Does external cert validation for onion domains even make sense? I thought the "domain name" was already the hash of some public key that is used in the normal encryption of the onion router - so there is already a mandatory cryptographic proof that the service you're talking with "owns" the domain. What additional security benefit would CA-signed certs bring?
"Doesn't make sense for us but mandated by policy" is a super common phenomenon that you'll sadly encounter all the time in the industry. Especially when it comes to security. In this case it's at least motivated by something as peripheral as onion services wanting to fit in with the browser ecosystem, which, fair, maybe it doesn't make sense for browsers to bloat their designs by taking onion services into account, and then onion services have to adapt to modern browser standards.

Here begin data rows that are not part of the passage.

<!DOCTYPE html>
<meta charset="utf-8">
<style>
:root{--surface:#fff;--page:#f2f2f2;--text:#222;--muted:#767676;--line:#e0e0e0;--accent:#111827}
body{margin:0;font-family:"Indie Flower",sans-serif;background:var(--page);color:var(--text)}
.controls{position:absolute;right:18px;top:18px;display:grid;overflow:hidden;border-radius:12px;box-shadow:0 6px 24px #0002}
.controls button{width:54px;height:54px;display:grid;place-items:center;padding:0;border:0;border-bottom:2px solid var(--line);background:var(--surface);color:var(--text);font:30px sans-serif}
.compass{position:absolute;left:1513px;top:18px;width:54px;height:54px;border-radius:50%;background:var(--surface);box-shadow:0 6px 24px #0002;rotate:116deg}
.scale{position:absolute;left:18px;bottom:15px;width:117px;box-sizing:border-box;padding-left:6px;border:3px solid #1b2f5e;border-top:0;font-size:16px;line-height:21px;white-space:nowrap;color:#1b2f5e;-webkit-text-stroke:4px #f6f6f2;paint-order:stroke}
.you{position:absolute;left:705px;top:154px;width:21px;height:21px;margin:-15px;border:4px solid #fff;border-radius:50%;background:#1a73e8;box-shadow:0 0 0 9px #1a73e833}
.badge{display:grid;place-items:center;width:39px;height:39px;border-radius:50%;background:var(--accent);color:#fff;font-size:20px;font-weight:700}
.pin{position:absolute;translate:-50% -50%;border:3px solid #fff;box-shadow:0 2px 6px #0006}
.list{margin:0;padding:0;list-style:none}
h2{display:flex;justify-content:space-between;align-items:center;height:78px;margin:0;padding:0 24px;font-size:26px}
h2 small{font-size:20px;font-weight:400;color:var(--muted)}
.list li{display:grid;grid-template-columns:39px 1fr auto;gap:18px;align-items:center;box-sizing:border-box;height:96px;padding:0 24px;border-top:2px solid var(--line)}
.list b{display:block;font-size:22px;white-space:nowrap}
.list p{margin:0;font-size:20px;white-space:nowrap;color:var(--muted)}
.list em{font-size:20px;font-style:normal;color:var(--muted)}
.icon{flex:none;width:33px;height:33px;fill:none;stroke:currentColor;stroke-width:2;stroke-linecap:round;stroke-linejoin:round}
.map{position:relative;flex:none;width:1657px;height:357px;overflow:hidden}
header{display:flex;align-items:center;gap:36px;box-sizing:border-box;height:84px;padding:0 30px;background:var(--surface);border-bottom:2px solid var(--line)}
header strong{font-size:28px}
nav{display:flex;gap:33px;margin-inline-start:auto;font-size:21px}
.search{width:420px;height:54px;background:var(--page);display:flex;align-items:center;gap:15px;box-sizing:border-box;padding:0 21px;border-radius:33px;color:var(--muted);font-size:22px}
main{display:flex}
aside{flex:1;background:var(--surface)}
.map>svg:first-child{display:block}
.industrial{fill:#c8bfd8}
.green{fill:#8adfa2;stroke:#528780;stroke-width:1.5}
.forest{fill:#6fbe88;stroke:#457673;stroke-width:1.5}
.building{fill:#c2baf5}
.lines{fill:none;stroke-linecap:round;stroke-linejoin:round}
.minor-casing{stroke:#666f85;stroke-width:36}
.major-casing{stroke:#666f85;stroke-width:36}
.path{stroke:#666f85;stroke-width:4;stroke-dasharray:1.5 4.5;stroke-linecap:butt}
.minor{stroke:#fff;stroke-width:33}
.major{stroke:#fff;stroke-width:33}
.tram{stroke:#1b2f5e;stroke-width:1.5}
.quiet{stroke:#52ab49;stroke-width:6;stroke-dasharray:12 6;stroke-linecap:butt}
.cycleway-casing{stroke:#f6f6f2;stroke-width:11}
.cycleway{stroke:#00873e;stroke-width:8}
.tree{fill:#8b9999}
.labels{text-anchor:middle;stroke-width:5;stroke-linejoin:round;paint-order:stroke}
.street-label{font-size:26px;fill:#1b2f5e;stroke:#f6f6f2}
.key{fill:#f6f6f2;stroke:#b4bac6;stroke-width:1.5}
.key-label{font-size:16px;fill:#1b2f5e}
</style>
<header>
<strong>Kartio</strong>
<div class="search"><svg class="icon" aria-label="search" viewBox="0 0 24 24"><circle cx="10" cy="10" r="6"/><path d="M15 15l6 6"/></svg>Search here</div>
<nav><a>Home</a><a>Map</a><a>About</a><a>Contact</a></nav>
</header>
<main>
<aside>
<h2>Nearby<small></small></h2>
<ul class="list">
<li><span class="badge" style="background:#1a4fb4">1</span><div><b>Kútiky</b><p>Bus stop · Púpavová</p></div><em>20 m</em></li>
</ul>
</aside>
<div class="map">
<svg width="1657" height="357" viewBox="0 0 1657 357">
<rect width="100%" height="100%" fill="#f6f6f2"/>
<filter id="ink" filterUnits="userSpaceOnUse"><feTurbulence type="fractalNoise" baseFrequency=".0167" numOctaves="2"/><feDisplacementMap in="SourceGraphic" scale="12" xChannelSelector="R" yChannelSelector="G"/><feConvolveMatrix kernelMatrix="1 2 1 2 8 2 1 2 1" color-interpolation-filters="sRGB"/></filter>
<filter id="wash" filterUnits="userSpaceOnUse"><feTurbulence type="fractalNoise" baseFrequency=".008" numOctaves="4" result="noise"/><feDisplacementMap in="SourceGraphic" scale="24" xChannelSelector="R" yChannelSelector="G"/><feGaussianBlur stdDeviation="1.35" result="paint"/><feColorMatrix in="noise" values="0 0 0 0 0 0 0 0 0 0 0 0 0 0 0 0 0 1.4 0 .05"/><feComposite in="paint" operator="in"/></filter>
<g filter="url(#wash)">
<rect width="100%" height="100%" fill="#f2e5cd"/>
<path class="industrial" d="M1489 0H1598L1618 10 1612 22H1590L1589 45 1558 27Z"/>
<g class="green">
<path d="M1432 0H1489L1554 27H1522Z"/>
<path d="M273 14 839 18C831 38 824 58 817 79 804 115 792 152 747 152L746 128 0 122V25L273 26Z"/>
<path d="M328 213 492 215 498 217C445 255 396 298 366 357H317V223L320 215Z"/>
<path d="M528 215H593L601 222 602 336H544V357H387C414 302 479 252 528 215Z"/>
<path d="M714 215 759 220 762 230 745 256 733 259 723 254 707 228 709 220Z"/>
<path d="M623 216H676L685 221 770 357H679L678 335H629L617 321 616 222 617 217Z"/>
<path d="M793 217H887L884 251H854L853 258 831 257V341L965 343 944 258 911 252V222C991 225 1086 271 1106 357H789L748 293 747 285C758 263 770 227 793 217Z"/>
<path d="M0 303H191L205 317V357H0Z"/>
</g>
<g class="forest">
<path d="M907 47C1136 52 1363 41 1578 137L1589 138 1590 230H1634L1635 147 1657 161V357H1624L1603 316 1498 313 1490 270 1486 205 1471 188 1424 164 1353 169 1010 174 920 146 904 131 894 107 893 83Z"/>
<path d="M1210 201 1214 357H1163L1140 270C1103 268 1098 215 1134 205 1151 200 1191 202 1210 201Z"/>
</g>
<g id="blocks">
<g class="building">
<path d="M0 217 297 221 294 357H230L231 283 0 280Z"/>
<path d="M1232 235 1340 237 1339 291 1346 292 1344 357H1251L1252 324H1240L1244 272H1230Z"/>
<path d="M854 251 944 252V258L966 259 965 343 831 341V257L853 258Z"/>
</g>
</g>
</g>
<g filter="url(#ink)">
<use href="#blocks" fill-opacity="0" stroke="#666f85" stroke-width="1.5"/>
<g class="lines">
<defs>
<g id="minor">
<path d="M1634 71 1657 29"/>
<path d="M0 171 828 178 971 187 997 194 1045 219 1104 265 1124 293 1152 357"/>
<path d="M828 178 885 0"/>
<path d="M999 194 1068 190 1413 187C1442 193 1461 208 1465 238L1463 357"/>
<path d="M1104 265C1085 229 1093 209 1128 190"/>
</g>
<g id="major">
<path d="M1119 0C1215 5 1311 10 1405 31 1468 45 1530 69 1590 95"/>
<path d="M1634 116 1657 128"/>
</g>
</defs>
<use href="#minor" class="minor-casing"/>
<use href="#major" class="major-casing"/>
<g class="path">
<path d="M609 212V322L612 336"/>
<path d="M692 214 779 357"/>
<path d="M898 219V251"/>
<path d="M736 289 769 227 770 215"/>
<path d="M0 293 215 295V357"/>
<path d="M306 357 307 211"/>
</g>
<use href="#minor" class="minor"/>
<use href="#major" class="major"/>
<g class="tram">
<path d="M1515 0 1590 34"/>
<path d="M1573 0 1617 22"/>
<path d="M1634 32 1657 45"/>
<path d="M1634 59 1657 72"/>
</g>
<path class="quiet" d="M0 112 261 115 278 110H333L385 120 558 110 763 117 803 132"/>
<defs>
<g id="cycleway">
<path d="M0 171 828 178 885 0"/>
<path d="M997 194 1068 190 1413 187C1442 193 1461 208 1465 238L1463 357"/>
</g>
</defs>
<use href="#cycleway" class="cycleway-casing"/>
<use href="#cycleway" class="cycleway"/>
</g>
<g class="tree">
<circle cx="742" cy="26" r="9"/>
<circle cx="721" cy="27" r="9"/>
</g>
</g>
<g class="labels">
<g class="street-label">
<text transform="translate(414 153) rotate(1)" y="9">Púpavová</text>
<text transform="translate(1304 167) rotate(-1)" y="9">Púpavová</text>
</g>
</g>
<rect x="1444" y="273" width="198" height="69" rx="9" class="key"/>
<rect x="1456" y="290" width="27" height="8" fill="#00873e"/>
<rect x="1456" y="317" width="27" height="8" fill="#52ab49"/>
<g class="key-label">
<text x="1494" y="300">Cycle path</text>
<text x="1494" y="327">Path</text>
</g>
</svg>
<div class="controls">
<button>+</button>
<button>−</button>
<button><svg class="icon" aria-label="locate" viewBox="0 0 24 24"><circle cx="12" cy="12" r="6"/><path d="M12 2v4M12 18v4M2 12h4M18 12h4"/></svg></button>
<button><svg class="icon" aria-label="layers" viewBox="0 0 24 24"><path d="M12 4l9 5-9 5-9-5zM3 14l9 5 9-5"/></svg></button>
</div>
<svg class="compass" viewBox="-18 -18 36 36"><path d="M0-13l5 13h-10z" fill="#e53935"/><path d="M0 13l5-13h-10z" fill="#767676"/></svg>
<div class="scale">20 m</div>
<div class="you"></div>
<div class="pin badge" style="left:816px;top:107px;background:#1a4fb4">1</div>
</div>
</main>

The section Benefits (after Introduction) lists 9 reasons why it makes sense.
They write the following reason in the article: But as the web and other internet technologies mature, certificates are starting to be a requirement in order to unleash functionalities, especially in web browsers, such as the faster connection protocol HTTP/2 and payment processing.
This seems really sad. But I guess it depends what the goal is. If you want to integrate onion purely on a DNS resolver and network interface level and then use a stock browser for accessing the services, yes, you'd need that.
(Then you'll also have to fight with the stock browser for using your special DNS resolver, not leaking info to Google, Cloudflare or whoever else, etc etc, tho)
But don't most people use custom browsers with built-in support for onion anyway? If that's the case, the easiest solution would seem to just declare .onion a "secure origin" like localhost and patch the browser accordingly.